§ TASK GOAL: Scan the data. Collect each line that contains the word "shadow".

───── ENTRIES PROVIDED ─────

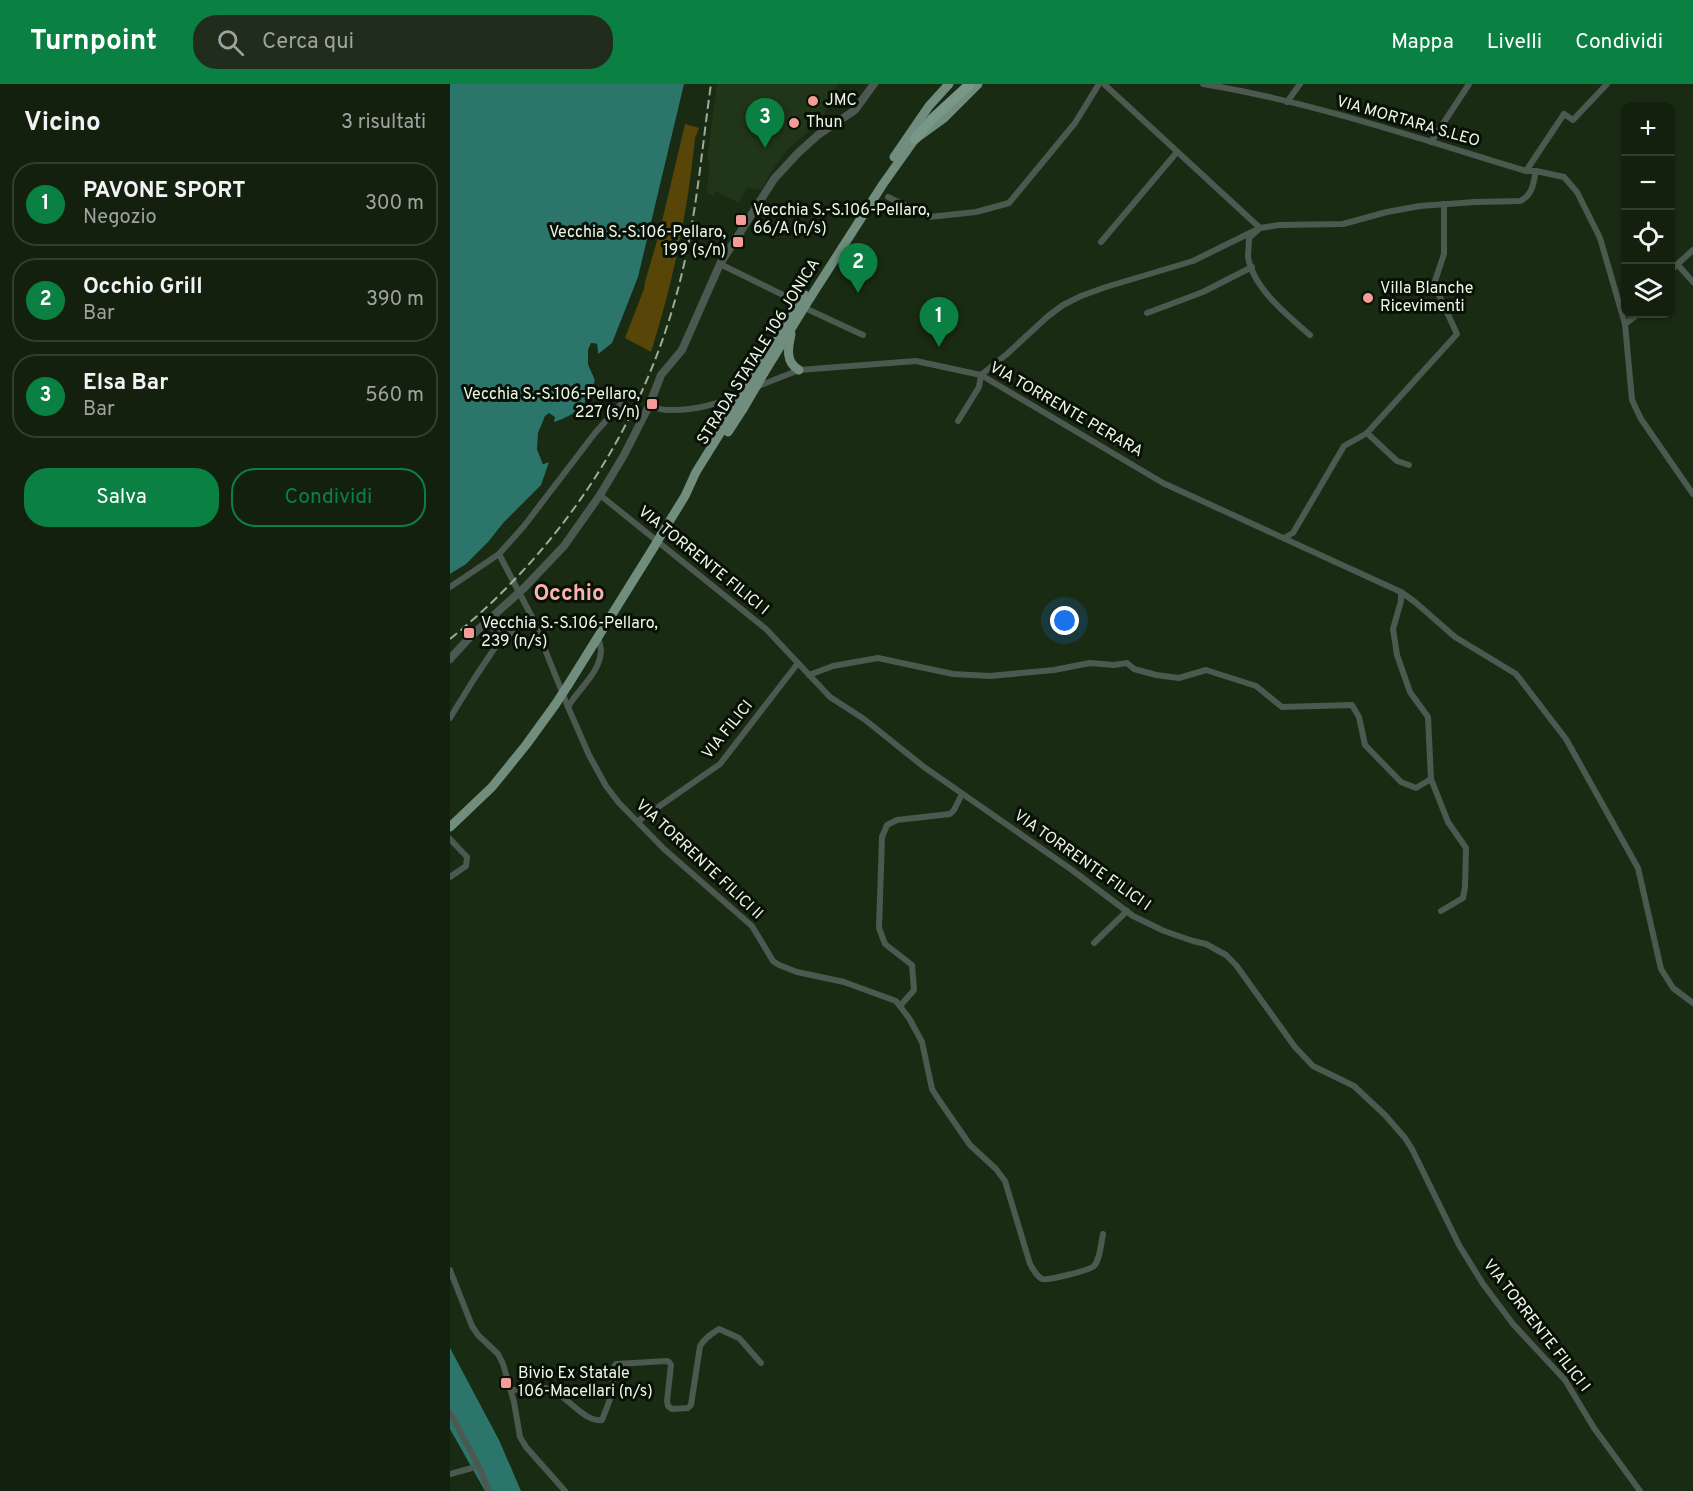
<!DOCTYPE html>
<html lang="it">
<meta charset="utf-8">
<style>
body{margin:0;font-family:Overpass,sans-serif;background:#212d1c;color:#f1f3f6}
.controls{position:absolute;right:18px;top:18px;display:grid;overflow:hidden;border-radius:12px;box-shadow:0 2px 4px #0004}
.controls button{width:54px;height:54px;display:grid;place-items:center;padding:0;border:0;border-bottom:2px solid #333e2e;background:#14200e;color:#f1f3f6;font:30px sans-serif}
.you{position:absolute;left:615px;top:537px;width:21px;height:21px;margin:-15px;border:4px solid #fff;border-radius:50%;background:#1a73e8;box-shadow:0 0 0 9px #1a73e833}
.badge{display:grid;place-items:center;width:39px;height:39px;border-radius:50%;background:#0b8043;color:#fff;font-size:20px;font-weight:700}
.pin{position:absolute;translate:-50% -50px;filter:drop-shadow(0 2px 3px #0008)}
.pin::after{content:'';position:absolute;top:32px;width:21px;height:18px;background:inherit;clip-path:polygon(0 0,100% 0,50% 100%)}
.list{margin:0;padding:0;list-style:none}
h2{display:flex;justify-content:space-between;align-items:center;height:78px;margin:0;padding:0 24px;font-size:26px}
h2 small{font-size:20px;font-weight:400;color:#9da39e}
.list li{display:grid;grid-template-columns:39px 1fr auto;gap:18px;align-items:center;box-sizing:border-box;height:84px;margin:0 12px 12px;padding:0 12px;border:2px solid #333e2e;border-radius:24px}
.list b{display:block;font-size:22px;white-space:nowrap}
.list p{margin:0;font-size:20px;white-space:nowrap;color:#9da39e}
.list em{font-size:20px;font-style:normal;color:#9da39e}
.actions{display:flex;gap:12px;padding:18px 24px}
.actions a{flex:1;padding:14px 0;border:2px solid #0b8043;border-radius:24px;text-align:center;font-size:21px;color:#0b8043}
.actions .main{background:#0b8043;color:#fff}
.icon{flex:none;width:33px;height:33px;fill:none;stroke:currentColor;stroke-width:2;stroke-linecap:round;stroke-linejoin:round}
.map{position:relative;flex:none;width:1243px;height:1407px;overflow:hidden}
header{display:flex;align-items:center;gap:36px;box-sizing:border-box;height:84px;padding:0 30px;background:#0b8043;color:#fff}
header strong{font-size:28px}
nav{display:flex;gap:33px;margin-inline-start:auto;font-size:21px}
.search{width:420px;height:54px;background:#212d1c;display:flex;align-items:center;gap:15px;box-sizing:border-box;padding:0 21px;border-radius:24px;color:#9da39e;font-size:22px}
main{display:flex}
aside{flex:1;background:#14200e}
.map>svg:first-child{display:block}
</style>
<header>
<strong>Turnpoint</strong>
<div class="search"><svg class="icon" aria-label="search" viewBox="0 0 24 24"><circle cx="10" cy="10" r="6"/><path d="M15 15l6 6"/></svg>Cerca qui</div>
<nav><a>Mappa</a><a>Livelli</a><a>Condividi</a></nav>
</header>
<main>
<aside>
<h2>Vicino<small>3 risultati</small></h2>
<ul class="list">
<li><span class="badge">1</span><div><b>PAVONE SPORT</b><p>Negozio</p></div><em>300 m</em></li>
<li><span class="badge">2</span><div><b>Occhio Grill</b><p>Bar</p></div><em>390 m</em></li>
<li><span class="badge">3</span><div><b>Elsa Bar</b><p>Bar</p></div><em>560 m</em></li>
</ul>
<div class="actions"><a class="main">Salva</a><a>Condividi</a></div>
</aside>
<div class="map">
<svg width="1243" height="1407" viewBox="0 0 1243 1407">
<rect width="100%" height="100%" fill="#1a2b13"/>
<!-- built -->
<polygon fill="#213618" points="267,0 388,0 367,45 362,43 356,50 339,64 323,85 311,106 297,103 289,119 265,107 263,112 256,108 259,92 259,79 257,76"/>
<!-- green -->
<path fill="#574607" d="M235,40L249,44L245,54C238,127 223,198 201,268L175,254L194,205L195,198L209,150Z"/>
<!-- water -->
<g fill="#2c756b">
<path d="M0,0H234L188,193L162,259L148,270L147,260L141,259L138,280L145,296C137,321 128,330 104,338V333L95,332L87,365L93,380L99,378L91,401L54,438L38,458L16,480L0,490Z"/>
<polygon points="0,1264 49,1356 71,1407 35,1407 0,1345"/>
</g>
<!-- pier -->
<g fill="#1a2b13">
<polygon points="141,259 147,260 148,270 146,272 145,263 143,263 141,279 148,298 145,296 138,280 138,266"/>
<polygon points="99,329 105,333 103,341 101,338 101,335 99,333 97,334 91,350 90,365 95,376 98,375 99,378 93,380 87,365 88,349 95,332"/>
</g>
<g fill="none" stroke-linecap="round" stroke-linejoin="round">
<!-- minor -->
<g stroke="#4c5951" stroke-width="6">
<path d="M654,0L810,144L799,154C799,160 798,168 798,173C803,204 838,232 860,251"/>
<path d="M753,0C863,18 970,55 1076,87H1086L1114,93L1127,108L1150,154L1175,240L1182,316L1191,335L1243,410"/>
<polyline points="837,18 850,0"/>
<polyline points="981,58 1019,0"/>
<polyline points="1076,87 1114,30 1123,36 1157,0"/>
<polyline points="438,113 479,133 526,128 559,119 625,39 649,0"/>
<polyline points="651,158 727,68"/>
<polyline points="270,180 335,212 346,220"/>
<polyline points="1228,181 1243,198"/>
<polyline points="1220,187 1243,166"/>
<polyline points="357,225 413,251"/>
<polyline points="697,229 753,208 802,183"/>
<polyline points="1175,240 1188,230"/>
<polyline points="306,303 349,286 466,277 531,291 713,399 951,508 965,518 1005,553 1066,590 1116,655 1188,784 1211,885 1223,904 1243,919"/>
<path d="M199,322C205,324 212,326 218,326C243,327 271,319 294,309"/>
<path d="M508,337L529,303L531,291L557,270L597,233L613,221L631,212L656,203L743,177L810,144L829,141L893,140L937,128L970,122L1025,118L1070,117C1083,111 1083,100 1086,87"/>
<polyline points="917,349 947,377 959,381"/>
<polyline points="150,411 316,545 380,613 414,635 474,683 622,786 683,832 714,847 743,857 756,860 776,871 786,881 845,963 863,982 904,1002 935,1031 955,1054 962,1065 1009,1161 1033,1200 1063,1240 1115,1296 1144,1344 1190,1407"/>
<polyline points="834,454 843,449 894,362 917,349 1007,250 984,200 994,170 994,120"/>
<path d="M49,470L82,533L118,623L139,671L156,702L169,719L214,765L302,842L323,877L329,881L347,888L394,898L446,917L459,934L472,958L482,1005L489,1016L520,1061L546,1085L555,1097L580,1180C583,1185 586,1192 592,1195C597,1197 640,1186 644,1182C650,1176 651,1159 653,1150"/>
<polyline points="0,503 49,470 74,442 145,349 172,319"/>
<polyline points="951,508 951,517 943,545 947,571 960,608 978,633 981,695 998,738 1016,764 1015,803 1013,814 991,827"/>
<polyline points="52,553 58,551 82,533"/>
<polyline points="359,591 383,582 428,574 503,590 540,592 604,586 640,579 664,581 677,579 684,585 706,591 729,594 756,586 806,602 832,623 902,621 909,633 915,661 951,698 966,704 981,695"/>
<path d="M118,623C128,605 150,589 151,567C151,563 149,557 148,552"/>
<polyline points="0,634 24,595 52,553 36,538"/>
<polyline points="188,737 270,680 348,579"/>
<polyline points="0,755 17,773 16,782 0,793"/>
<polyline points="644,859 677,827"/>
<polyline points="450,922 464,906 462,881 435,860 429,844 432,753 437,741 447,736 500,730 504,726 512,710"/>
<polyline points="0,1186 22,1242 28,1251 48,1270 53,1280 64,1318 70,1353 76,1363 115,1407"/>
<path d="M61,1306C70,1306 92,1302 99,1305C115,1309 134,1339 152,1336L162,1310L164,1283L166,1280L217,1277L219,1278L221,1281L217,1317L218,1322L222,1325L238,1324L241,1321L250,1262C255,1254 261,1250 269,1245L289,1254L311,1279"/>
<polyline points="0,1329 28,1381 39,1407"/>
<polyline points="0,1390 22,1384"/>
</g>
<!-- tertiary -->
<g stroke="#4c5951" stroke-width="8">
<polyline points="74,504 114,462 150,411 174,371 199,322 211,291 232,266 270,180 324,95 348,69 368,51 405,26 424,0"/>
<polyline points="0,575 21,552 63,514"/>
</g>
<!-- primary -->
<g stroke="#708d7d" stroke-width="9">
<polyline points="444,73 479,22 499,0"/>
<polyline points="360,214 433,100 465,55 494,34 528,0"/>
<path d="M341,250C338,264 335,278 349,286"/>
<polyline points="308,286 344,229"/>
<polyline points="314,289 349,232"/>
<polyline points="278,348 293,325"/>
<polyline points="211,451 235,412 246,388 287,322"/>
<polyline points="118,601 204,463"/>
<polyline points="0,743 42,703 76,661 105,621"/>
</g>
<!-- trunk -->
<polyline stroke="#789786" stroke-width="10" points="465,55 482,35 520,0"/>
<!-- rail -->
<path stroke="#9fac9a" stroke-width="2" stroke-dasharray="9 4.5" stroke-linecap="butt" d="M0,555C115,462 198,334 232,189C247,127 252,63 261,0"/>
<!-- tertiary-bridge -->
<polyline stroke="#4c5951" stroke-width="8" points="63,514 74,504"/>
<!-- primary-bridge -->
<g stroke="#708d7d" stroke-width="9">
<polyline points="344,229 355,211"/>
<polyline points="349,232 360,214"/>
<polyline points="287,322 308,286"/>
<polyline points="293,325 314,289"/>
<polyline points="204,463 211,451"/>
<polyline points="105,621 118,601"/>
</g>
</g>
<!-- markers -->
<g fill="#f59b98" stroke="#091107" stroke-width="2">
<circle cx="363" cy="17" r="6"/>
<circle cx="344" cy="39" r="6"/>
<rect x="285" y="130" width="12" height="12" rx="3"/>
<rect x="282" y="152" width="12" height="12" rx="3"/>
<circle cx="918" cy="214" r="6"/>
<rect x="196" y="314" width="12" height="12" rx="3"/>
<rect x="13" y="543" width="12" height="12" rx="3"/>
<rect x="50" y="1293" width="12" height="12" rx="3"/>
</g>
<g text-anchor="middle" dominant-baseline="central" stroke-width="6" stroke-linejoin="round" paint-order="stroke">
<!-- poi labels -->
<g font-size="16" fill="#edf8e9" stroke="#091107" text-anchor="start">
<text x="375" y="17">JMC</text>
<text x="356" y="39">Thun</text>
<text x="303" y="127">Vecchia S.-S.106-Pellaro,<tspan x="303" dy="18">66/A (n/s)</tspan></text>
<text x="276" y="149" text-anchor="end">Vecchia S.-S.106-Pellaro,<tspan x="276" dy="18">199 (s/n)</tspan></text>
<text x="930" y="205">Villa Blanche<tspan x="930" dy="18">Ricevimenti</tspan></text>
<text x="190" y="311" text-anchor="end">Vecchia S.-S.106-Pellaro,<tspan x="190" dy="18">227 (s/n)</tspan></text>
<text x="31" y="540">Vecchia S.-S.106-Pellaro,<tspan x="31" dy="18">239 (n/s)</tspan></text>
<text x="68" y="1290">Bivio Ex Statale<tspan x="68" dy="18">106-Macellari (n/s)</tspan></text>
</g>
<!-- street labels -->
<g font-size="16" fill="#edf8e9" stroke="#091107">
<text transform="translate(958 38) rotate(16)">VIA MORTARA S.LEO</text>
<text transform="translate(309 268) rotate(-58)">STRADA STATALE 106 JONICA</text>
<text transform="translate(616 326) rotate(30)">VIA TORRENTE PERARA</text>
<text transform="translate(253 477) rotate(39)">VIA TORRENTE FILICI I</text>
<text transform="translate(278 646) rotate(-51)">VIA FILICI</text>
<text transform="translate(249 776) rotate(43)">VIA TORRENTE FILICI II</text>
<text transform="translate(632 777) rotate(35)">VIA TORRENTE FILICI I</text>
<text transform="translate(1086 1242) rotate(52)">VIA TORRENTE FILICI I</text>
</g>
<!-- district labels -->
<g font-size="22" font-weight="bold" fill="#f8b4b0" stroke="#091107">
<text x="119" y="510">Occhio</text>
</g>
</g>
</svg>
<div class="controls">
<button>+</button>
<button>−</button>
<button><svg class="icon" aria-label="locate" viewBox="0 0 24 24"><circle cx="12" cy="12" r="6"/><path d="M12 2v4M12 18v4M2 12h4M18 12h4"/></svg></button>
<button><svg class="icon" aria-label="layers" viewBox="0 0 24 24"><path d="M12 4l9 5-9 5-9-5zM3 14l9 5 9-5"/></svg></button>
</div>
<div class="you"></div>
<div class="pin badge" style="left:489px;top:263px">1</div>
<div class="pin badge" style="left:408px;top:209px">2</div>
<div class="pin badge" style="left:315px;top:64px">3</div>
</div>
</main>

─────

§ RESPONSE:
.controls{position:absolute;right:18px;top:18px;display:grid;overflow:hidden;border-radius:12px;box-shadow:0 2px 4px #0004}
.you{position:absolute;left:615px;top:537px;width:21px;height:21px;margin:-15px;border:4px solid #fff;border-radius:50%;background:#1a73e8;box-shadow:0 0 0 9px #1a73e833}
.pin{position:absolute;translate:-50% -50px;filter:drop-shadow(0 2px 3px #0008)}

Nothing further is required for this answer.